━━━━━ DATA FOR THIS TASK ━━━━━

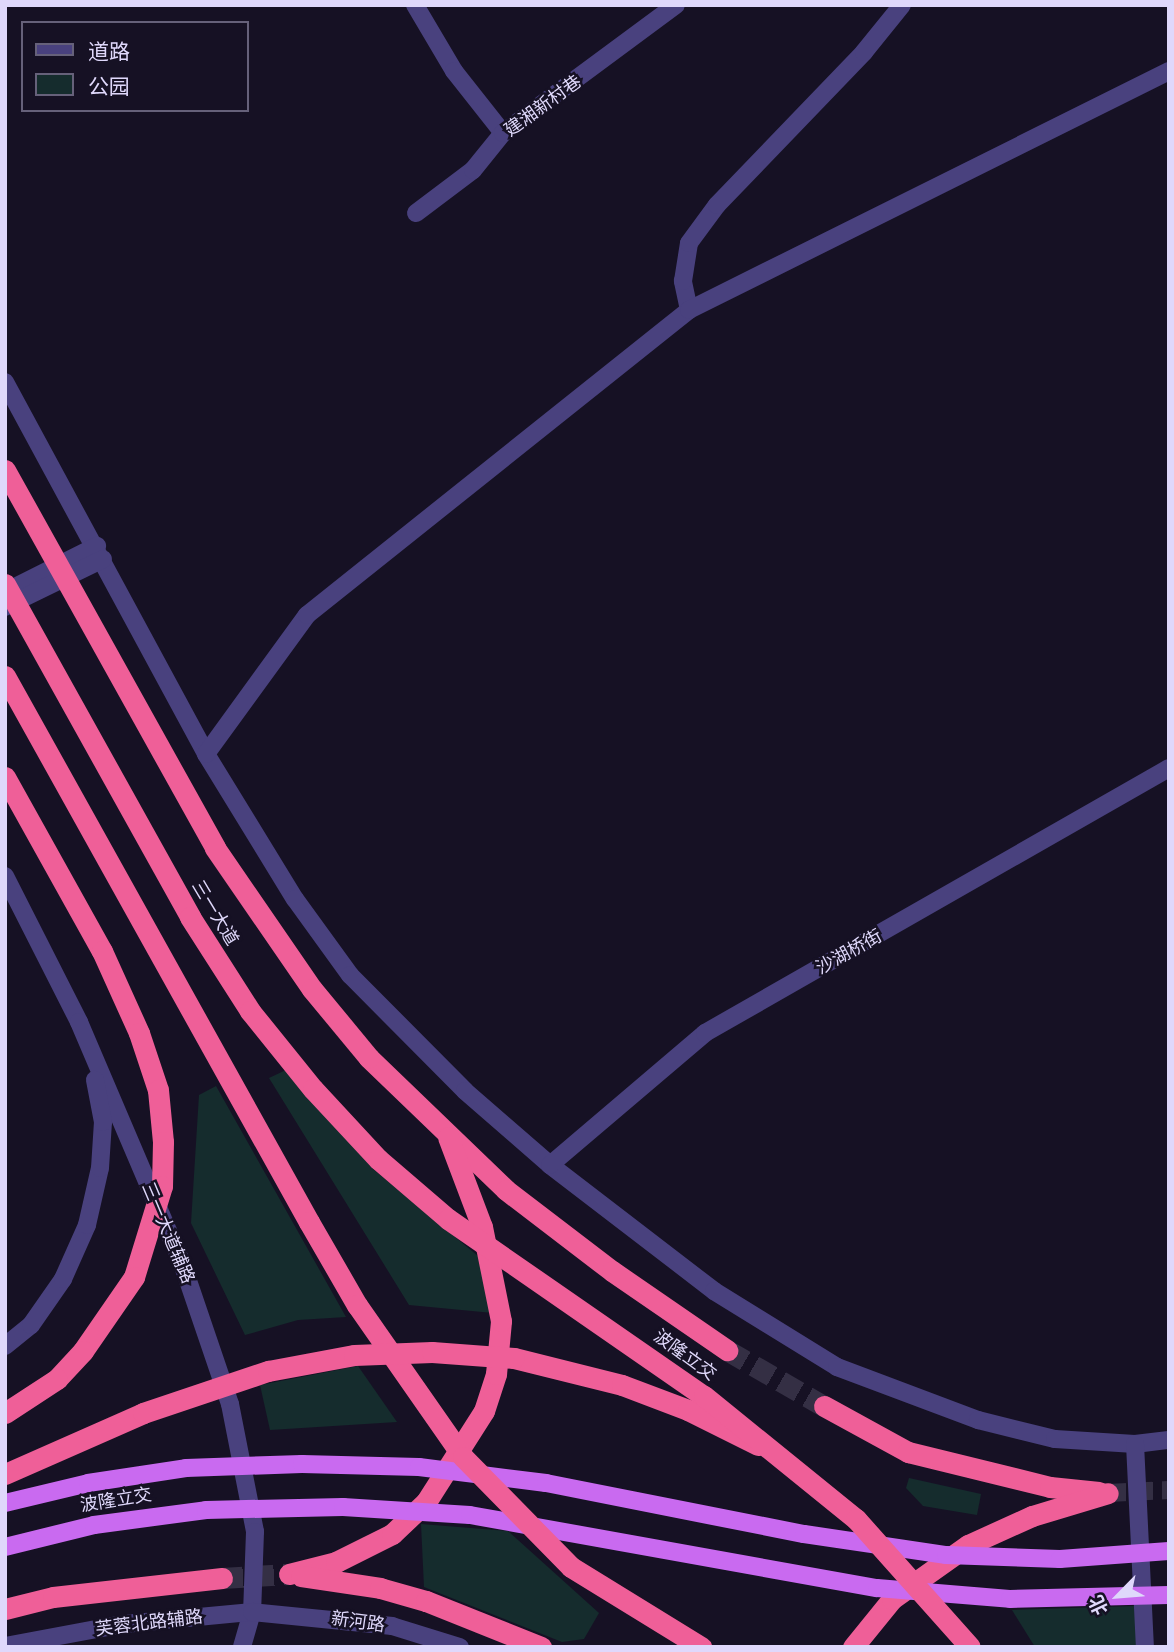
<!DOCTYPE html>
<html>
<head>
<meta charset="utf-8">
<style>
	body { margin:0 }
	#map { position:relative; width:1174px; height:1652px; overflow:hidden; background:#161124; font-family:"Fira Sans","Noto Sans SC",sans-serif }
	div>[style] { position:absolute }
	.green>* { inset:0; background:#152c2d }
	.major-tunnel>* { height:18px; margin-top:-9px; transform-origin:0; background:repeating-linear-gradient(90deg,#342f44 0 18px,transparent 0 27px) }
	.highway-tunnel>* { height:21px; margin-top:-10.5px; transform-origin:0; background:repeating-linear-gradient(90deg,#342f44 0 21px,transparent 0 31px) }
	.minor>* { height:18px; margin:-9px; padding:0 9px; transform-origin:9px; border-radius:9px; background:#49417e }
	.highway>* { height:21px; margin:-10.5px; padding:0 10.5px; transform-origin:10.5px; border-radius:10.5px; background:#ef5f98 }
	.major-bridge>* { height:18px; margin:-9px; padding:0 9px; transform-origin:9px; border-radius:9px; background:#c96af0 }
	.highway-bridge>* { height:21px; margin:-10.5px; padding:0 10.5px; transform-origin:10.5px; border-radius:10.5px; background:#ef5f98 }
	span { translate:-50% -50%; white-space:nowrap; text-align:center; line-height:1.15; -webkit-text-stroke:5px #161124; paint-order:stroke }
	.street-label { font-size:18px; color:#dfd8fb }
	.frame { position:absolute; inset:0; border:7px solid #dfd8fb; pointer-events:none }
	.legend { position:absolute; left:21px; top:21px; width:228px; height:91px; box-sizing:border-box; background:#161124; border:2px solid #66617a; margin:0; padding:9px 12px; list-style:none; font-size:21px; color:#dfd8fb }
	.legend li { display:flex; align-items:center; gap:14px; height:35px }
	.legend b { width:35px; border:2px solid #66617a }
	.north { position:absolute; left:1083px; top:1561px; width:70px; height:70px; -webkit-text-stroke:5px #161124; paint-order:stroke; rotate:245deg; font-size:19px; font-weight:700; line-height:28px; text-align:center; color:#dfd8fb }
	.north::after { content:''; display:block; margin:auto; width:24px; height:32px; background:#dfd8fb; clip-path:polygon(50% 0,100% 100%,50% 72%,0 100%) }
</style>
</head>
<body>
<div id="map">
	<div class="green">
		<i style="clip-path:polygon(286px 1070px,373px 1169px,484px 1261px,493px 1313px,409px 1305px,269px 1078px)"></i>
		<i style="clip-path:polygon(216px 1086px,346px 1317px,298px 1320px,245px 1335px,191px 1223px,199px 1095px)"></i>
		<i style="clip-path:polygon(358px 1366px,397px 1422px,270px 1430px,260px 1385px)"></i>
		<i style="clip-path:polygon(909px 1478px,981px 1494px,977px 1515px,923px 1506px,906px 1488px)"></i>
		<i style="clip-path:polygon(421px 1524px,508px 1531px,599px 1613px,584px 1639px,562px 1642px,424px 1587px)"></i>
		<i style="clip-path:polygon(1134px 1606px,1138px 1647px,1035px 1647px,1012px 1610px)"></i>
	</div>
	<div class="major-tunnel">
		<i style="left:1108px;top:1493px;width:61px;rotate:-2.8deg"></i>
	</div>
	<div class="highway-tunnel">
		<i style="left:727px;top:1350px;width:112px;rotate:30deg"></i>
		<i style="left:222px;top:1578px;width:67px;rotate:-3.4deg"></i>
	</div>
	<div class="minor">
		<i style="left:415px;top:5px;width:77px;rotate:59.4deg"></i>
		<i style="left:454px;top:71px;width:79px;rotate:51.7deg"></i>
		<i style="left:416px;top:213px;width:71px;rotate:-37deg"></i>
		<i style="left:473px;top:170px;width:48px;rotate:-51deg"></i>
		<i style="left:503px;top:133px;width:215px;rotate:-36.5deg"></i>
		<i style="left:689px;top:310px;width:30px;rotate:-102deg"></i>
		<i style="left:683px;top:281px;width:38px;rotate:-81deg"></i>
		<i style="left:689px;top:243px;width:47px;rotate:-53.6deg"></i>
		<i style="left:717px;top:205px;width:212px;rotate:-46.1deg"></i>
		<i style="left:864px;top:52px;width:60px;rotate:-51deg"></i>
		<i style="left:5px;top:382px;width:423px;rotate:61.6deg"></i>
		<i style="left:206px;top:754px;width:170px;rotate:58.5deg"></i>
		<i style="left:295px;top:899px;width:94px;rotate:54.1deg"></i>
		<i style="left:350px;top:975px;width:163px;rotate:45.2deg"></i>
		<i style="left:465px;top:1091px;width:113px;rotate:41deg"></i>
		<i style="left:550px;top:1165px;width:207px;rotate:37.5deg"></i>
		<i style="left:714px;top:1291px;width:145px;rotate:31.7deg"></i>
		<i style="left:837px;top:1367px;width:151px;rotate:20.6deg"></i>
		<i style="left:978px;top:1420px;width:79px;rotate:13.9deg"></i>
		<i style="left:1055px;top:1439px;width:80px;rotate:3.6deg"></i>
		<i style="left:1135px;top:1444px;width:34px;rotate:-7deg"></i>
		<i style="left:5px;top:592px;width:103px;rotate:-26.6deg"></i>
		<i style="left:5px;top:607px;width:109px;rotate:-26.1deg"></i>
		<i style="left:206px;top:754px;width:172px;rotate:-54deg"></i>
		<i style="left:307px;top:615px;width:489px;rotate:-38.6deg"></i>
		<i style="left:689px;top:310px;width:536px;rotate:-26.47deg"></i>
		<i style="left:5px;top:876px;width:164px;rotate:63.1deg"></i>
		<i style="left:79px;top:1022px;width:262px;rotate:66.9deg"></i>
		<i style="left:182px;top:1263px;width:149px;rotate:71.2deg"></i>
		<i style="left:230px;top:1404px;width:130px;rotate:78.9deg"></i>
		<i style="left:255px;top:1532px;width:80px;rotate:92.1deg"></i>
		<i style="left:252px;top:1612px;width:36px;rotate:106deg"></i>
		<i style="left:550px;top:1165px;width:204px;rotate:-40.4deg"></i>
		<i style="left:705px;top:1033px;width:534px;rotate:-29.73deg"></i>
		<i style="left:5px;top:1346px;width:33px;rotate:-39deg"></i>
		<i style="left:31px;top:1325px;width:56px;rotate:-55.2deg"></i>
		<i style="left:63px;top:1279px;width:59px;rotate:-66deg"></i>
		<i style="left:87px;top:1225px;width:58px;rotate:-77.2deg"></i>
		<i style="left:100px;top:1168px;width:46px;rotate:-86.3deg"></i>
		<i style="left:103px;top:1122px;width:43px;rotate:-100.8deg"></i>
		<i style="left:1135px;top:1444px;width:203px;rotate:87.2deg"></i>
		<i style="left:5px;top:1646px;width:121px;rotate:-10.5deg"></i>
		<i style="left:124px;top:1624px;width:129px;rotate:-5.4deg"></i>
		<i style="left:252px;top:1612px;width:141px;rotate:5.7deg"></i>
		<i style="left:392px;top:1626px;width:71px;rotate:17.2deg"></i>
	</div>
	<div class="highway">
		<i style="left:5px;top:676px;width:625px;rotate:60.89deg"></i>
		<i style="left:369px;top:1058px;width:190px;rotate:43.9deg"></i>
		<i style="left:506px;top:1190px;width:133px;rotate:37.4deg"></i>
		<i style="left:612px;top:1271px;width:140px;rotate:34.5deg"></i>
		<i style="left:514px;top:1358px;width:111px;rotate:14deg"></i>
		<i style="left:622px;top:1385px;width:71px;rotate:20.7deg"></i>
		<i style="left:688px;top:1410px;width:78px;rotate:26.6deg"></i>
		<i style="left:824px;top:1406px;width:96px;rotate:28.7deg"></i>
		<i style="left:908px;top:1452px;width:146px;rotate:13.8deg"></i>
		<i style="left:1050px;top:1487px;width:49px;rotate:5.8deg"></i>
		<i style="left:571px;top:1567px;width:153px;rotate:31.6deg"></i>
		<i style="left:289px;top:1574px;width:49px;rotate:-14.3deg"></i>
		<i style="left:336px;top:1562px;width:63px;rotate:-26.6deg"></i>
		<i style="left:392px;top:1534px;width:47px;rotate:-43.3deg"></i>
		<i style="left:426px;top:1502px;width:108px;rotate:-57.5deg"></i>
		<i style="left:484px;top:1411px;width:39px;rotate:-72deg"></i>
		<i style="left:496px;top:1374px;width:53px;rotate:-84.6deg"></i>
		<i style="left:501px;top:1321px;width:96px;rotate:-101.4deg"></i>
		<i style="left:482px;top:1227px;width:96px;rotate:-110.7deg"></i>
		<i style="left:301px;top:1576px;width:80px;rotate:8.6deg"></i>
		<i style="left:380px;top:1588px;width:48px;rotate:15.8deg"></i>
		<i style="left:426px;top:1601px;width:124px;rotate:21.8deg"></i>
		<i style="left:5px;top:1609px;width:49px;rotate:-14deg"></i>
		<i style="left:53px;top:1597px;width:170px;rotate:-6.4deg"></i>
		<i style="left:853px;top:1647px;width:62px;rotate:-50.9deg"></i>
		<i style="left:892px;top:1599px;width:93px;rotate:-35.4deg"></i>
		<i style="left:968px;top:1545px;width:70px;rotate:-24.4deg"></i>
		<i style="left:1032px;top:1516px;width:79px;rotate:-16.8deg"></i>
	</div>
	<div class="major-bridge">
		<i style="left:5px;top:1503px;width:85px;rotate:-13.5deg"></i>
		<i style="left:88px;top:1483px;width:99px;rotate:-8.7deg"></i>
		<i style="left:186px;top:1468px;width:116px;rotate:-2deg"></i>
		<i style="left:302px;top:1464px;width:117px;rotate:1.5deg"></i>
		<i style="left:419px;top:1467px;width:128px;rotate:7.2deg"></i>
		<i style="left:546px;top:1483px;width:263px;rotate:11.2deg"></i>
		<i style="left:804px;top:1534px;width:144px;rotate:8.4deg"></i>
		<i style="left:946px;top:1555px;width:114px;rotate:2deg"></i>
		<i style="left:1060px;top:1559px;width:109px;rotate:-4.2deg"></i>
		<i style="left:5px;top:1547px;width:92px;rotate:-13.9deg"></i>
		<i style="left:94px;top:1525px;width:113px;rotate:-7.6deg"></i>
		<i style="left:206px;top:1510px;width:137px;rotate:-1.3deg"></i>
		<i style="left:343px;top:1507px;width:127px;rotate:3.6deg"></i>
		<i style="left:470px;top:1515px;width:413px;rotate:10.2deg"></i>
		<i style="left:877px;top:1588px;width:133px;rotate:4.7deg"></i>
		<i style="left:1010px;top:1599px;width:159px;rotate:-1.4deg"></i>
	</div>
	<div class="highway-bridge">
		<i style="left:5px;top:470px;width:432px;rotate:60.9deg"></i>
		<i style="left:215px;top:848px;width:171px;rotate:55.5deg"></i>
		<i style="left:312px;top:989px;width:89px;rotate:50.4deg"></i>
		<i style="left:5px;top:584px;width:381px;rotate:60.9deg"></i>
		<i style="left:190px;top:917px;width:112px;rotate:57.4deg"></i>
		<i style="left:250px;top:1011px;width:100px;rotate:51.1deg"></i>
		<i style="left:313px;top:1089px;width:96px;rotate:47.1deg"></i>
		<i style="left:378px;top:1159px;width:92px;rotate:40.6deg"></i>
		<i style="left:448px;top:1219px;width:311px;rotate:34.7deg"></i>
		<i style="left:704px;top:1396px;width:196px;rotate:39deg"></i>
		<i style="left:856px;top:1519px;width:171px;rotate:48.3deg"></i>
		<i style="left:5px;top:777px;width:199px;rotate:60.9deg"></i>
		<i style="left:102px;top:951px;width:90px;rotate:65.7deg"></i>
		<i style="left:139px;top:1033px;width:60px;rotate:71.6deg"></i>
		<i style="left:158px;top:1090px;width:52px;rotate:84.5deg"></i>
		<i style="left:163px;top:1142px;width:44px;rotate:91.3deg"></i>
		<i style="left:162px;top:1186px;width:95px;rotate:107.1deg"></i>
		<i style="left:134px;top:1277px;width:90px;rotate:124.6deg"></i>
		<i style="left:83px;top:1351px;width:38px;rotate:133deg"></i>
		<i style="left:57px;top:1379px;width:62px;rotate:146.8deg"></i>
		<i style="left:309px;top:1222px;width:96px;rotate:60deg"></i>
		<i style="left:357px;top:1305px;width:185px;rotate:55.1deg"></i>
		<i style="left:463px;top:1457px;width:154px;rotate:45.5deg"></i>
		<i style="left:5px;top:1474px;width:151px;rotate:-23.8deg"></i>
		<i style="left:143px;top:1413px;width:132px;rotate:-18.6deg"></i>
		<i style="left:268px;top:1371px;width:87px;rotate:-10.5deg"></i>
		<i style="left:354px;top:1355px;width:78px;rotate:-2.2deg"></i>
		<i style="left:432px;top:1352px;width:82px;rotate:4.2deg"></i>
	</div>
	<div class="street-label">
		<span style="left:543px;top:106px;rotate:-36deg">建湘新村巷</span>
		<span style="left:215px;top:913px;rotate:59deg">三一大道</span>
		<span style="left:849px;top:952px;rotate:-29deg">沙湖桥街</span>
		<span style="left:168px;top:1233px;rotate:67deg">三一大道辅路</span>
		<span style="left:685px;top:1355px;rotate:36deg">波隆立交</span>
		<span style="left:116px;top:1500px;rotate:-9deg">波隆立交</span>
		<span style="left:358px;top:1622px;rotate:8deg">新河路</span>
		<span style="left:149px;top:1623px;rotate:-7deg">芙蓉北路辅路</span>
	</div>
	<div class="frame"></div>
	<ul class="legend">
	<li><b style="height:9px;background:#49417e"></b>道路</li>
	<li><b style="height:19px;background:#152c2d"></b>公园</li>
	</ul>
	<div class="north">北</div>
</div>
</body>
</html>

━━━━━

### [WHAT THIS TASK INVOLVES]
When pictures appear in the records above, leave them out and reproduce exactly each line from the first through the line containing "display:flex; align-items:center; gap:14px;", both included.

### [SOLUTION TO THIS TASK]
<!DOCTYPE html>
<html>
<head>
<meta charset="utf-8">
<style>
	body { margin:0 }
	#map { position:relative; width:1174px; height:1652px; overflow:hidden; background:#161124; font-family:"Fira Sans","Noto Sans SC",sans-serif }
	div>[style] { position:absolute }
	.green>* { inset:0; background:#152c2d }
	.major-tunnel>* { height:18px; margin-top:-9px; transform-origin:0; background:repeating-linear-gradient(90deg,#342f44 0 18px,transparent 0 27px) }
	.highway-tunnel>* { height:21px; margin-top:-10.5px; transform-origin:0; background:repeating-linear-gradient(90deg,#342f44 0 21px,transparent 0 31px) }
	.minor>* { height:18px; margin:-9px; padding:0 9px; transform-origin:9px; border-radius:9px; background:#49417e }
	.highway>* { height:21px; margin:-10.5px; padding:0 10.5px; transform-origin:10.5px; border-radius:10.5px; background:#ef5f98 }
	.major-bridge>* { height:18px; margin:-9px; padding:0 9px; transform-origin:9px; border-radius:9px; background:#c96af0 }
	.highway-bridge>* { height:21px; margin:-10.5px; padding:0 10.5px; transform-origin:10.5px; border-radius:10.5px; background:#ef5f98 }
	span { translate:-50% -50%; white-space:nowrap; text-align:center; line-height:1.15; -webkit-text-stroke:5px #161124; paint-order:stroke }
	.street-label { font-size:18px; color:#dfd8fb }
	.frame { position:absolute; inset:0; border:7px solid #dfd8fb; pointer-events:none }
	.legend { position:absolute; left:21px; top:21px; width:228px; height:91px; box-sizing:border-box; background:#161124; border:2px solid #66617a; margin:0; padding:9px 12px; list-style:none; font-size:21px; color:#dfd8fb }
	.legend li { display:flex; align-items:center; gap:14px; height:35px }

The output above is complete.